One reason I would like to see the Boeing workers succeed in getting the pension back (unlikely though it may be) is that it could gradually reverse the precedent and put pressure on other big corporations to do the same.
Not only would that be highly illegal in numerous ways but also completely unnecessary, as Boeing is doing its level best to cede the commercial market to its competitors all on its own, and frankly it isn’t doing great shakes on the space and defense side of the house, either.
Pensions are long gone, never to return. They existed in a world where most workers worked decades for the same company (which wasn’t bought or consolidated every few years), lived a few years into retirement and died quickly from effectively untreatable chronic medical issues, and where corporations consistently grew their employ base such that there were always more people paying in larger amounts of money than were being paid out. The world we live in today is retirees living longer, companies often contracting their worker base and outsourcing everything they can to reduce costs, and a general constriction of demographics of working-aged people who are even theoretically able to pay into a pension fund, notwithstanding the corruption that poorly regulated pension funds have engendered. While I’m not entirely thrilled with investment-based retirement solutions like 401(k) accounts, they do provide a self-directed base of wealth that can be managed to ensure a livable income for decades of retirement. They also, of course, force people to invest their retirement wealth into the stock market, which was the real motivation for such retirement vehicles.
Something I forgot to mention, I was on the union negotiation committee from 1999 to 2011. I saw company officials try to squeeze 12 cents out of a dime. The union knew the pension was done in 2009, the company ended the pension for most non-represented employees and they knew the union members were next. The union should have gone out in 2014 over the pension, only 47% of the membership accepted the contract. The union also needed a 2/3 yes vote on the strike authorization vote but got only 56%. This meant the contract was automatically accepted.
The thing that gets me is that all else being equal, pensions are in a better position to deal with increasing retirement lifespans than 401ks/IRAs, because a pension can use windfalls from people who die early to fund the payouts to people who die late. With individual accounts, everyone has to save/invest for the 99th-percentile lifespan to be sure to have enough, and then their heirs get a windfall when they die if they don’t live that long. Pension funds only have to save for more-or-less the mean lifespan of their beneficiaries.
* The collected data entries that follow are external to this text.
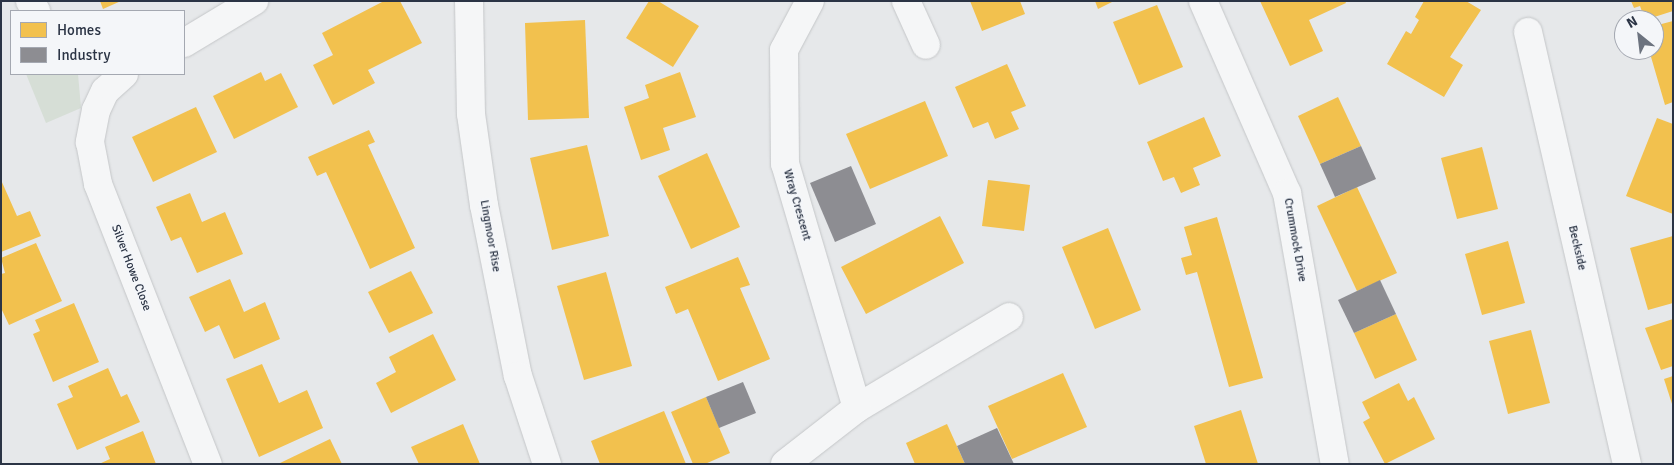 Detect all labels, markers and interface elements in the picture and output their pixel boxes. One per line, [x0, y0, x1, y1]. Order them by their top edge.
legend [10, 10, 185, 75]
north arrow [1614, 10, 1664, 60]
text: N [1624, 13, 1640, 32]
text: Homes [57, 21, 101, 39]
text: Industry [57, 46, 110, 64]
street label: Wray Crescent [780, 168, 814, 242]
street label: Crummock Drive [1281, 197, 1309, 283]
street label: Lingmoor Rise [477, 199, 503, 273]
street label: Silver Howe Close [108, 223, 154, 313]
street label: Beckside [1565, 224, 1589, 272]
I can definitely see why people would prefer a pension (although probably not one managed by Boeing).
When we meet in the local hall I’ll be voting with them all With a hell of a shout, it’s “Out brothers, out!” And the rise of the factory’s fall
And I always get my way If I strike for higher pay When I show my card to the Scotland Yard And this is what I say
Oh, you don’t get me, I’m part of the union You don’t get me, I’m part of the union You don’t get me, I’m part of the union Til the day I die Til the day I die
Except people are living longer in general, which increases the burden on a pension fund even if it was fully funded to match actuarial projections from several decades previous. It has also become an “above and beyond” cost above salary and other benefits as many employees do not expect to spend decades at one employer, or potentially even the time it takes to vest and receive benefits. Traditionally, pensions come with survivor benefits, so a spouse or dependents would continue to collect but that wasn’t the burden it would be today.
Regardless, company-provided pensions are not going to make a comeback, and Social Security (in the United States) probably doesn’t have much longer, either, even at the pittance it provides.